◆ **Assignment**:
Give again exactly the lines that run from the start of the records to the line holding "height:6px; margin:-3px; padding:0", both ends counted. Do not include the pictures.

◆ **Records supplied**:
***
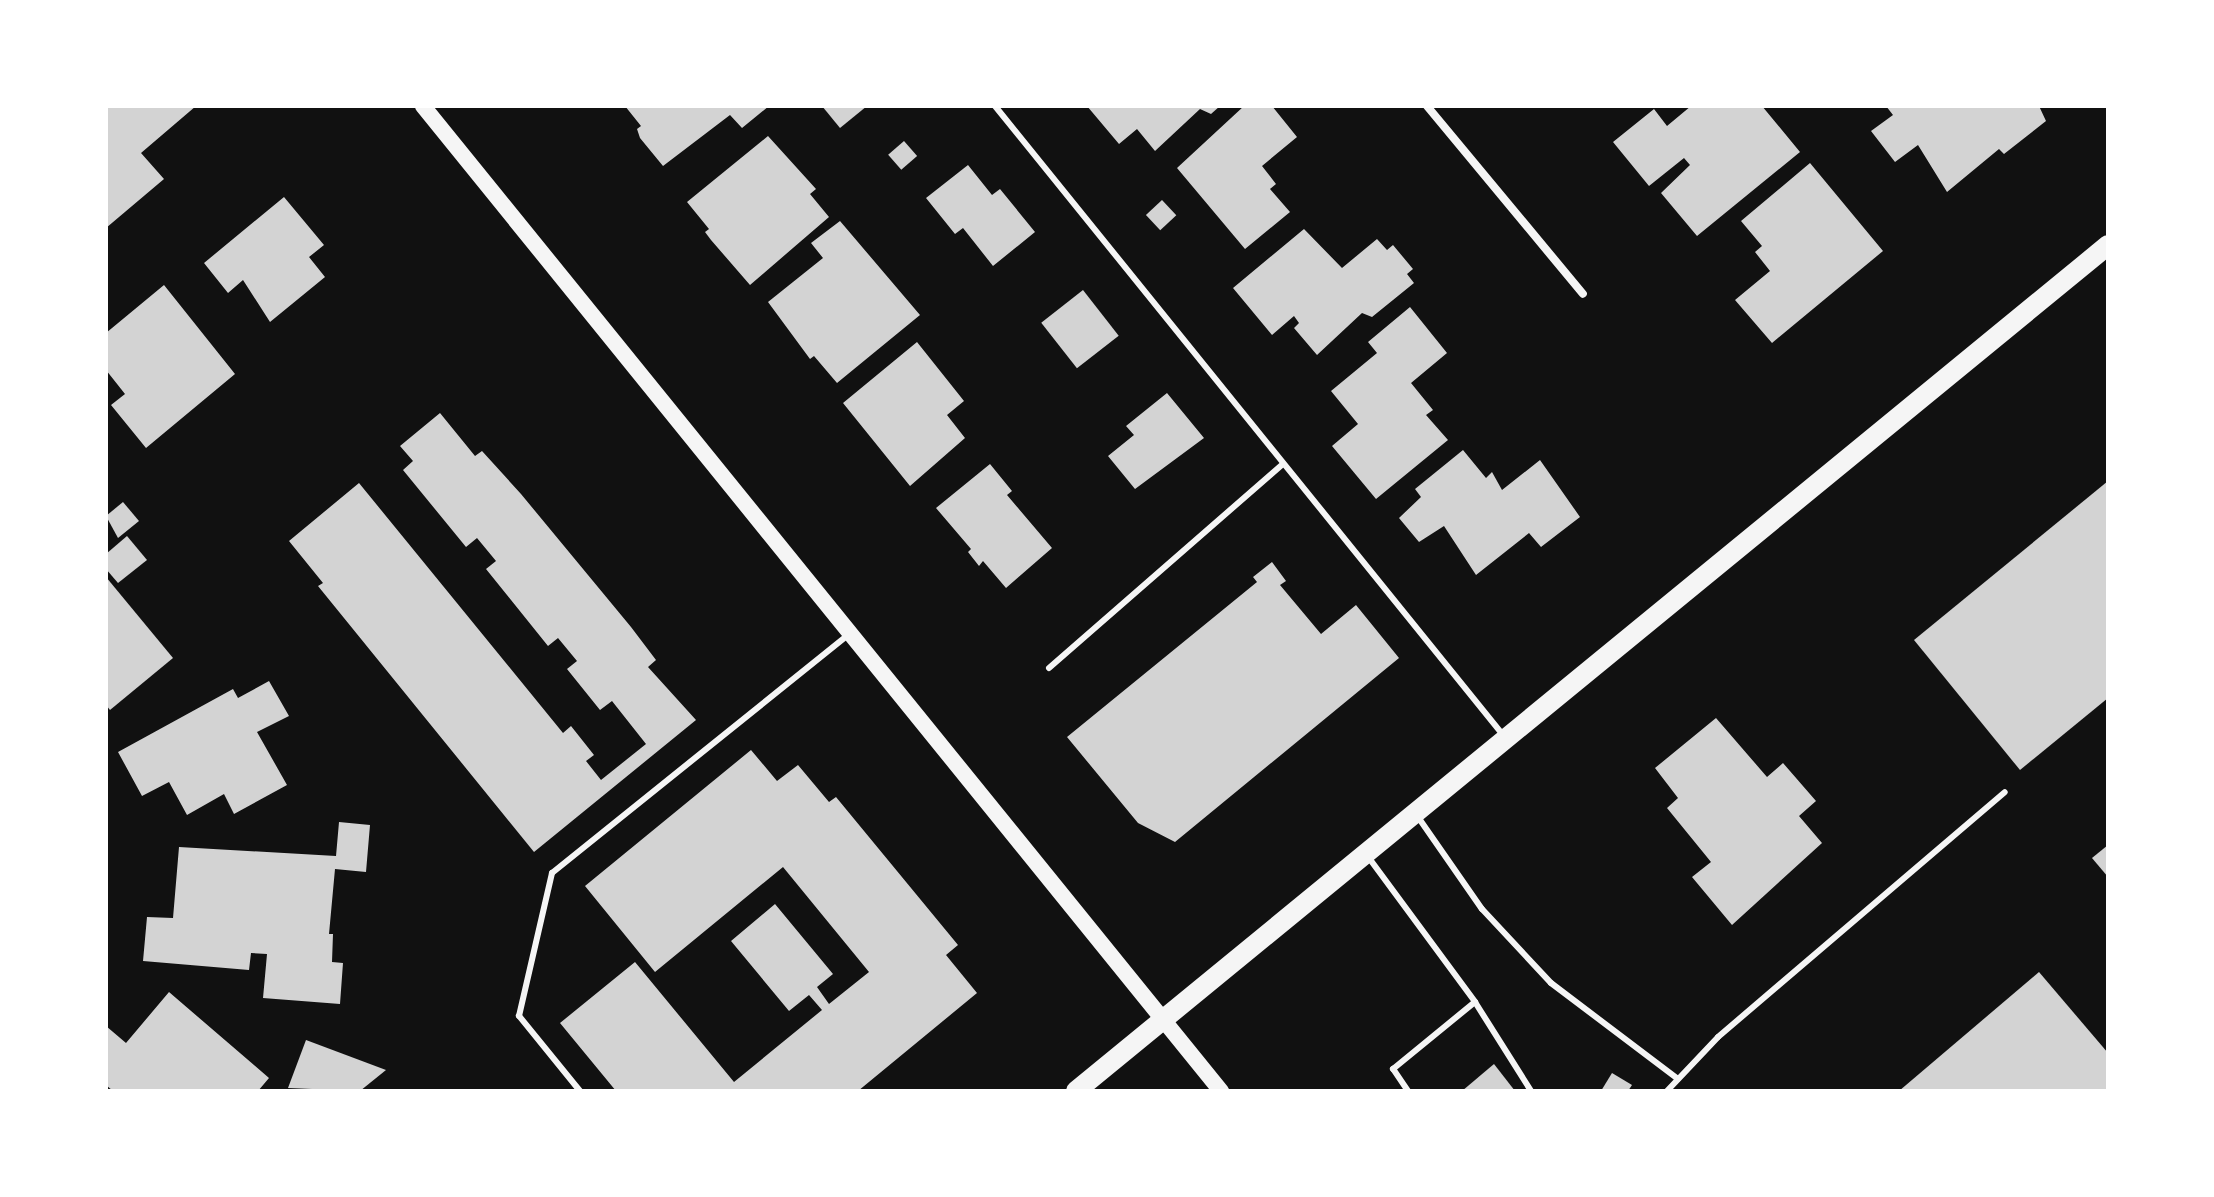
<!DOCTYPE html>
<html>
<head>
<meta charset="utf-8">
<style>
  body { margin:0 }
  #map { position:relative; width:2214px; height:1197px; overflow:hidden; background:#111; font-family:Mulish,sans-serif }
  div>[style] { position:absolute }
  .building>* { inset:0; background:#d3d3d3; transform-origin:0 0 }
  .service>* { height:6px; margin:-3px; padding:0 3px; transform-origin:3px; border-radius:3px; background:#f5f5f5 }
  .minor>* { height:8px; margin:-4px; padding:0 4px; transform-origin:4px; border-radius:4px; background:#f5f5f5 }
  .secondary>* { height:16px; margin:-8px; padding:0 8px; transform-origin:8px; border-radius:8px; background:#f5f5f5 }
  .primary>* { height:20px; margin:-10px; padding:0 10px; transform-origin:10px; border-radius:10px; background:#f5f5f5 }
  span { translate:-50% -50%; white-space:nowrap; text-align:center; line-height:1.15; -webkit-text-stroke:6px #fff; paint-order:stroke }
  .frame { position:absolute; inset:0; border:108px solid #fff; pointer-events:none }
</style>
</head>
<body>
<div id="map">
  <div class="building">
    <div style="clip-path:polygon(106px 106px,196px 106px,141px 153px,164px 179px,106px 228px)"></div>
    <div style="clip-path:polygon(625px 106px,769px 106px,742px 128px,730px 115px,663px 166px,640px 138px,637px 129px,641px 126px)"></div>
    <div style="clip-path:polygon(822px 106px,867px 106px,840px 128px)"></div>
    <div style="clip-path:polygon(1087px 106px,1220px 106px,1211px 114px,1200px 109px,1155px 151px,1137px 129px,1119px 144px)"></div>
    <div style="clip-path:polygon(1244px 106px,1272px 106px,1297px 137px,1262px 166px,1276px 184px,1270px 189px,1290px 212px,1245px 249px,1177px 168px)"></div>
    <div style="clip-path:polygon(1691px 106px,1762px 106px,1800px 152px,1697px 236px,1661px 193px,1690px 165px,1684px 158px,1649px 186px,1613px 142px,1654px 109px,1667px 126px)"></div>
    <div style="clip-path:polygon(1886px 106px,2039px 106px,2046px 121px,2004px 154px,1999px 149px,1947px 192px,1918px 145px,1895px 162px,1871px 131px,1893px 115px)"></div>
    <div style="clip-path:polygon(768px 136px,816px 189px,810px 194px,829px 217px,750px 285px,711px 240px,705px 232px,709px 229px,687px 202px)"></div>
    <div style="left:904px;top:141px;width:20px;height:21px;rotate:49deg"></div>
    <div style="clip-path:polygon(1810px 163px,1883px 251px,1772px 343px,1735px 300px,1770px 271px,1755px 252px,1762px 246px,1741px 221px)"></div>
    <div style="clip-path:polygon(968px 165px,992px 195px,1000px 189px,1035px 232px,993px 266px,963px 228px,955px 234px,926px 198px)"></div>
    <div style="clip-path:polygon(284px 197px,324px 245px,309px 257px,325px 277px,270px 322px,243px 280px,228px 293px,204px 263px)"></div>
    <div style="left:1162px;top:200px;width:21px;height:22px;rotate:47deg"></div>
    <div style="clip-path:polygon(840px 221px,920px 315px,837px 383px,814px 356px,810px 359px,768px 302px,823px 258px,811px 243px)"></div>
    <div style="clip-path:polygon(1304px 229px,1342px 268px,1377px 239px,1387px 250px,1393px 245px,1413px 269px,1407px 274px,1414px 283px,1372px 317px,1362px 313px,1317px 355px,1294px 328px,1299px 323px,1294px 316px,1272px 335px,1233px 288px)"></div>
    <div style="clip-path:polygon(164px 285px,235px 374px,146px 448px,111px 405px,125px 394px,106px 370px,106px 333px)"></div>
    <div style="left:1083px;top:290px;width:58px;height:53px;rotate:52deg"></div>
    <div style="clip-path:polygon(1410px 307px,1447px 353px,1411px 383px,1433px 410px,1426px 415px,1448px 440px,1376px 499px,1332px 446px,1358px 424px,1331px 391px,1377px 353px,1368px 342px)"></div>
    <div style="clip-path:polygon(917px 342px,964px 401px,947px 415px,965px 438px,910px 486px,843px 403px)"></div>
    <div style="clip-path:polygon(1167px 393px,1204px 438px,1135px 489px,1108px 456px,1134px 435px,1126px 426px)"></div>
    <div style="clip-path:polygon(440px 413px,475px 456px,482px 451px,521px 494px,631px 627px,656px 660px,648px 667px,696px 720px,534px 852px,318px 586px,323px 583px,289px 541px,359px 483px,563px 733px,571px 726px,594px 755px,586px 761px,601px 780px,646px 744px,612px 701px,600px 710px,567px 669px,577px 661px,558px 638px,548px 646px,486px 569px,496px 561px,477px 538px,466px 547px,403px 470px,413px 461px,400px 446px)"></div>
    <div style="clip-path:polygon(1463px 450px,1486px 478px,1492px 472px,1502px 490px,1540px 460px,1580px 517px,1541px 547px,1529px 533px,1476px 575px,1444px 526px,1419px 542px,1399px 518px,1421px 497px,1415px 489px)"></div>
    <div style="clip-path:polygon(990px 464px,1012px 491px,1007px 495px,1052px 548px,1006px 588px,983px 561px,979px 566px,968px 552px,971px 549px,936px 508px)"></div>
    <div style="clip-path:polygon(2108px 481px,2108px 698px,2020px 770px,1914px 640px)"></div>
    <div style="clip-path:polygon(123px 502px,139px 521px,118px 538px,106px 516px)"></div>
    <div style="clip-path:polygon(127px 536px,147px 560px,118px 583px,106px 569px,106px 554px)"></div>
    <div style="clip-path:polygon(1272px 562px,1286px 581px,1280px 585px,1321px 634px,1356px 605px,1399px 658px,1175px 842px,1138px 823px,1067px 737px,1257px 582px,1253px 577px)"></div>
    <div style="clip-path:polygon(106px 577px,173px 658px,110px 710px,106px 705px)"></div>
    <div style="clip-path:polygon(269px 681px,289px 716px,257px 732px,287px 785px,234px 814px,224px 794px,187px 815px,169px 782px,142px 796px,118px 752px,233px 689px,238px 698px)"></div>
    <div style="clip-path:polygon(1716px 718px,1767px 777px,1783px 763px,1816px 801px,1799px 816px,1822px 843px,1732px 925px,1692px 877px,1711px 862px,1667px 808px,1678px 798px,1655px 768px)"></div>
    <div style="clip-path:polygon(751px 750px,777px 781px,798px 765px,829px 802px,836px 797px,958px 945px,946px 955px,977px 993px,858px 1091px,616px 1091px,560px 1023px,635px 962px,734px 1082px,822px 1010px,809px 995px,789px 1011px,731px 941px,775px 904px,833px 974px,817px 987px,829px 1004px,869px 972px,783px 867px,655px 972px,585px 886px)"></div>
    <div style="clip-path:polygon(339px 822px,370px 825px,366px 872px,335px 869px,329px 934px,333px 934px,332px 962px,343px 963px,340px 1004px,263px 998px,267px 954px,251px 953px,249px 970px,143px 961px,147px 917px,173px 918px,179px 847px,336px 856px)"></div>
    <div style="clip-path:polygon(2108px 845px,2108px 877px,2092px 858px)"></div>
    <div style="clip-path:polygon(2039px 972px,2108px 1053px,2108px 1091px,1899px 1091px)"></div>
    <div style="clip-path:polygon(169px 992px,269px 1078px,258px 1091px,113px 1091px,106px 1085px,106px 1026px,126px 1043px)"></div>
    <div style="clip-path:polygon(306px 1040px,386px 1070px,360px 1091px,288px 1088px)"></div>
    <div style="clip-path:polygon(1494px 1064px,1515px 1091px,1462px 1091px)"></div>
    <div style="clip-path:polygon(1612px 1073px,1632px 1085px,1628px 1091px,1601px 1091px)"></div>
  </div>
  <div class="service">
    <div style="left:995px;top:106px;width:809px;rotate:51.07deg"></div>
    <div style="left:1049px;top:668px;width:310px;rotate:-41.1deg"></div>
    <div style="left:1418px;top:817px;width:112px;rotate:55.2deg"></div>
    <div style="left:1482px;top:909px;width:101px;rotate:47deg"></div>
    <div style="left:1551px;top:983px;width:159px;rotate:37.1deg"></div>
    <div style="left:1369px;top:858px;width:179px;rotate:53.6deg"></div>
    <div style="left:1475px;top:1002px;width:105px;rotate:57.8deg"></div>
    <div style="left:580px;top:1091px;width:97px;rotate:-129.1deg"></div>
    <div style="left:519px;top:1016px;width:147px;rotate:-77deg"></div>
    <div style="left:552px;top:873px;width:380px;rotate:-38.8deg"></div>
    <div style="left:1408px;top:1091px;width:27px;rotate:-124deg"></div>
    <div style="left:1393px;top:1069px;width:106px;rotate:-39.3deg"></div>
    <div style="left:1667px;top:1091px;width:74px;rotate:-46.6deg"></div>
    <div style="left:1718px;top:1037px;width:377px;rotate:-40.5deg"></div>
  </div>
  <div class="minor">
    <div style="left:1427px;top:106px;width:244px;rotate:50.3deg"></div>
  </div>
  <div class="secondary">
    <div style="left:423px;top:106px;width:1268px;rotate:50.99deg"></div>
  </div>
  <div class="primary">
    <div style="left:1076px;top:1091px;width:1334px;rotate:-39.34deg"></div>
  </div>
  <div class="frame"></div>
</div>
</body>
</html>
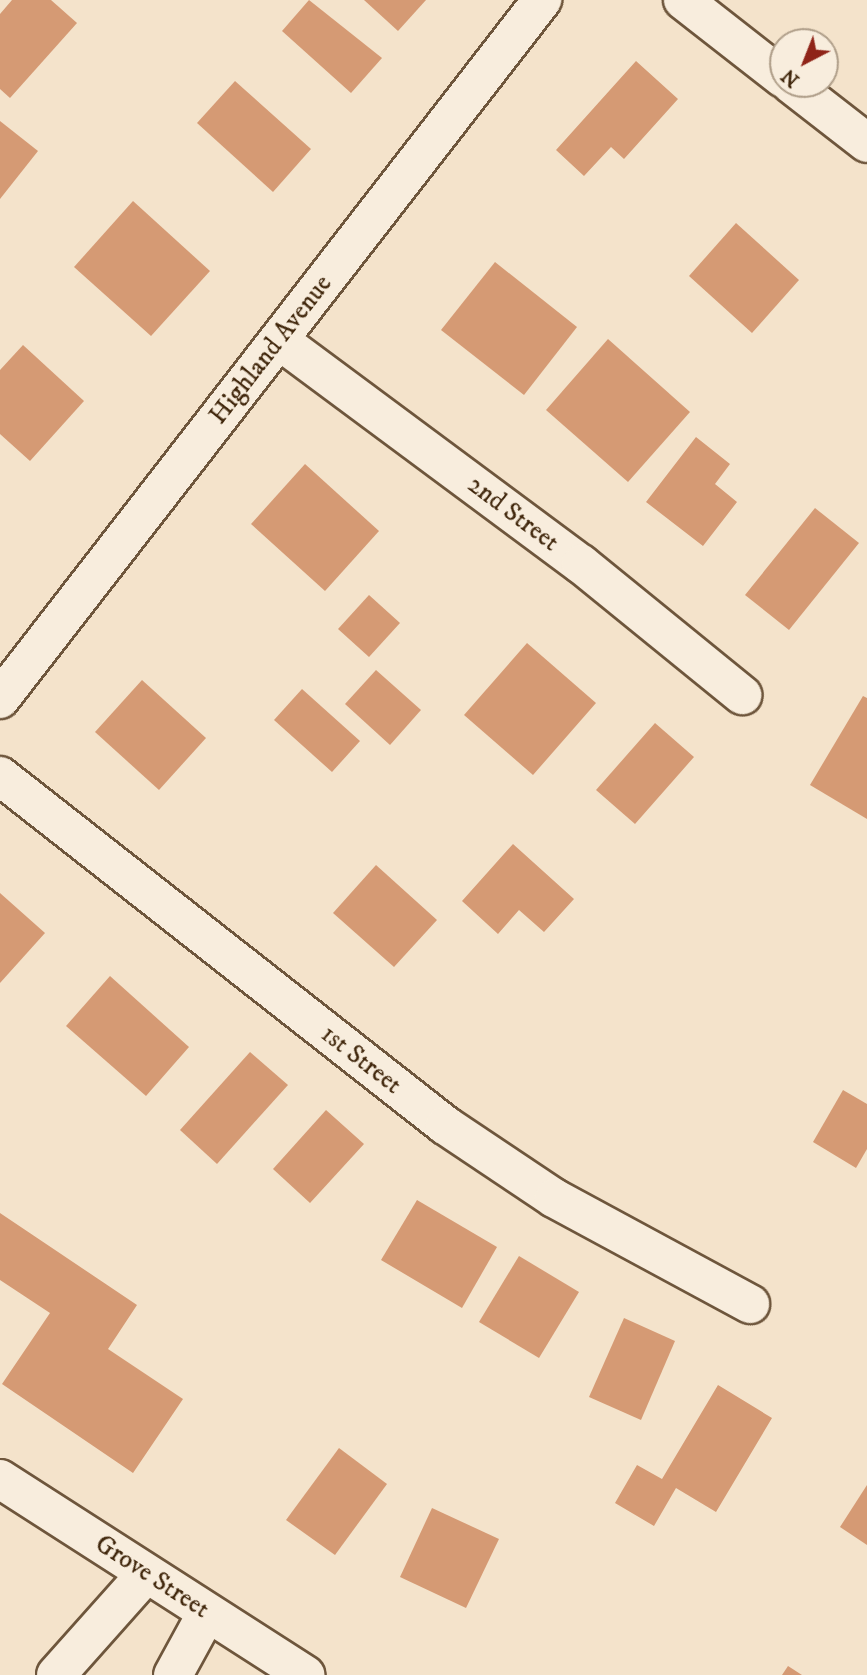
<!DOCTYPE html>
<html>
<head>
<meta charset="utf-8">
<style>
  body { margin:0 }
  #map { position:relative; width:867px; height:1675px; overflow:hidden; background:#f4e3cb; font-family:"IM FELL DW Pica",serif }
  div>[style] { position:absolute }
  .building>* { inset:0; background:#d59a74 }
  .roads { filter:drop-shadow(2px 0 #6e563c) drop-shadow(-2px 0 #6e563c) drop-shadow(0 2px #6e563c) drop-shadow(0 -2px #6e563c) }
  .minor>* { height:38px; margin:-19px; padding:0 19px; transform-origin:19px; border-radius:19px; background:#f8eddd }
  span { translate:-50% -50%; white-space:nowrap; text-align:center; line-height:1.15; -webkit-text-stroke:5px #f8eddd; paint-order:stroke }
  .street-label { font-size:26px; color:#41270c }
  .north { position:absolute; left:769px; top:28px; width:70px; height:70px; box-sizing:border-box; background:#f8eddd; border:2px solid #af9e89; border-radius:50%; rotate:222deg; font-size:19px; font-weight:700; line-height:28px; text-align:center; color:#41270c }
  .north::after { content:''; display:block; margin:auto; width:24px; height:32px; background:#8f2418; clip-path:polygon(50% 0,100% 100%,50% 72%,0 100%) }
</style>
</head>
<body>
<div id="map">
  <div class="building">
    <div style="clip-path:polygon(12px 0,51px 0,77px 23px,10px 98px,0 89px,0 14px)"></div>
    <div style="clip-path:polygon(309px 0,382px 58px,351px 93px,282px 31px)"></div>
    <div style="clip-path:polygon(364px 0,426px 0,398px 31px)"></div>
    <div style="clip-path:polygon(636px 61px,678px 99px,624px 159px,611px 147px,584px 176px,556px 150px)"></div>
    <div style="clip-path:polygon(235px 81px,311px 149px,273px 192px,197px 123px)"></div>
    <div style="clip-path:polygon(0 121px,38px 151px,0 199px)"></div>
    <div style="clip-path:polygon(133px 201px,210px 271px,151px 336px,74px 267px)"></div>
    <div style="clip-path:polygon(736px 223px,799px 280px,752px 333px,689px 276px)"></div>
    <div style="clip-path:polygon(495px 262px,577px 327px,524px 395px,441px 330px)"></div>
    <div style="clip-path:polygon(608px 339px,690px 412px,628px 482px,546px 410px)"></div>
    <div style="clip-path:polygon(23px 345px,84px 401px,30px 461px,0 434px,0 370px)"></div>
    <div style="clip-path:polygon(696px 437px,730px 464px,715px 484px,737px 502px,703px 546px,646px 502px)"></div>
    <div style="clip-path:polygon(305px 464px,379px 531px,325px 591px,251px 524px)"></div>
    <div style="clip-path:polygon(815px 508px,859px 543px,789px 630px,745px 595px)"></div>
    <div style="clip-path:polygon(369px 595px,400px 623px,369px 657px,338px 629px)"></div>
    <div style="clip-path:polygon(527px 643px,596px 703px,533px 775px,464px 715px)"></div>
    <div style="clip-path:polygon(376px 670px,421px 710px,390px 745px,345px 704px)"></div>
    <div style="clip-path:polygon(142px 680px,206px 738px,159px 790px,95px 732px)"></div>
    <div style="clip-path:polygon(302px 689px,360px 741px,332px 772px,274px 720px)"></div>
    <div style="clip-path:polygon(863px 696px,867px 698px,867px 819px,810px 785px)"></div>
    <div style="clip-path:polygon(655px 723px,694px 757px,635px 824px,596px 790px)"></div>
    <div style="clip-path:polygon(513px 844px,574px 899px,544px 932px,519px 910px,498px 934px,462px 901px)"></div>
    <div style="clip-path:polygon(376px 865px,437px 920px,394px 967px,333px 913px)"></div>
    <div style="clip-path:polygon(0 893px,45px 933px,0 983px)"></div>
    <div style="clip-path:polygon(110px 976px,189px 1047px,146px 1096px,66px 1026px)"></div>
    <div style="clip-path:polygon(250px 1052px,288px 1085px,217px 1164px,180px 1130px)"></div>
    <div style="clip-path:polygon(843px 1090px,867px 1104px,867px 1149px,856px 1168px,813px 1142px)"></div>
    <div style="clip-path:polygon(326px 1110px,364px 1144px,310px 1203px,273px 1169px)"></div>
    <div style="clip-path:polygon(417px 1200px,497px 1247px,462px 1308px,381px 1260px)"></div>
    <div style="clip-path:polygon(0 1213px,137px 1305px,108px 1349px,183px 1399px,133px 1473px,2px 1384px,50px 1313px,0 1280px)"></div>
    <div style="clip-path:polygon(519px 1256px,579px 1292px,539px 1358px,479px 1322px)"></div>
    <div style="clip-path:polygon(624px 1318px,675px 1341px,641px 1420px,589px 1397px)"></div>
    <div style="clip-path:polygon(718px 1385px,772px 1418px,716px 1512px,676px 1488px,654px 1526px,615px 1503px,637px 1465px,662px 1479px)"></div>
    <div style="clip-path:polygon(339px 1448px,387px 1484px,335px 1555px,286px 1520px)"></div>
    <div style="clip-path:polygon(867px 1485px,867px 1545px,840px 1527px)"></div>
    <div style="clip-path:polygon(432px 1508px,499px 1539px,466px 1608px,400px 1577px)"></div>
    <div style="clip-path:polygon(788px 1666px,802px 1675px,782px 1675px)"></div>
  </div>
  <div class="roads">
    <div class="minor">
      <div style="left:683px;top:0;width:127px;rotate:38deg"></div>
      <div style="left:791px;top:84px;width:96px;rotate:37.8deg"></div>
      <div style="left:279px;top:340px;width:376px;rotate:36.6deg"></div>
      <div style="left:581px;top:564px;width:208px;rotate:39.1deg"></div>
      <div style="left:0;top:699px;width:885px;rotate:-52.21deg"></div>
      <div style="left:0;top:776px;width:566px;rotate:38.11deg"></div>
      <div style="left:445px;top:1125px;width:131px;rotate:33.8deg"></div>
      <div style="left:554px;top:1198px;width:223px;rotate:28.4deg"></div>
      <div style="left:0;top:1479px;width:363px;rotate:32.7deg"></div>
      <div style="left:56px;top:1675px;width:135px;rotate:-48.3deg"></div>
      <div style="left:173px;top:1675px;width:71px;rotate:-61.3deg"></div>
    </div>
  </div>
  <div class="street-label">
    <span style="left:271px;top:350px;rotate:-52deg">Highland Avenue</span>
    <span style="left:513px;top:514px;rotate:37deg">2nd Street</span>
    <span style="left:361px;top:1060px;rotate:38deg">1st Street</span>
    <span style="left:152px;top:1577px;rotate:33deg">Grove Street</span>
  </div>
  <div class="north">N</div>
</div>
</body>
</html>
***
◆ **Answer below**:
<!DOCTYPE html>
<html>
<head>
<meta charset="utf-8">
<style>
  body { margin:0 }
  #map { position:relative; width:2214px; height:1197px; overflow:hidden; background:#111; font-family:Mulish,sans-serif }
  div>[style] { position:absolute }
  .building>* { inset:0; background:#d3d3d3; transform-origin:0 0 }
  .service>* { height:6px; margin:-3px; padding:0 3px; transform-origin:3px; border-radius:3px; background:#f5f5f5 }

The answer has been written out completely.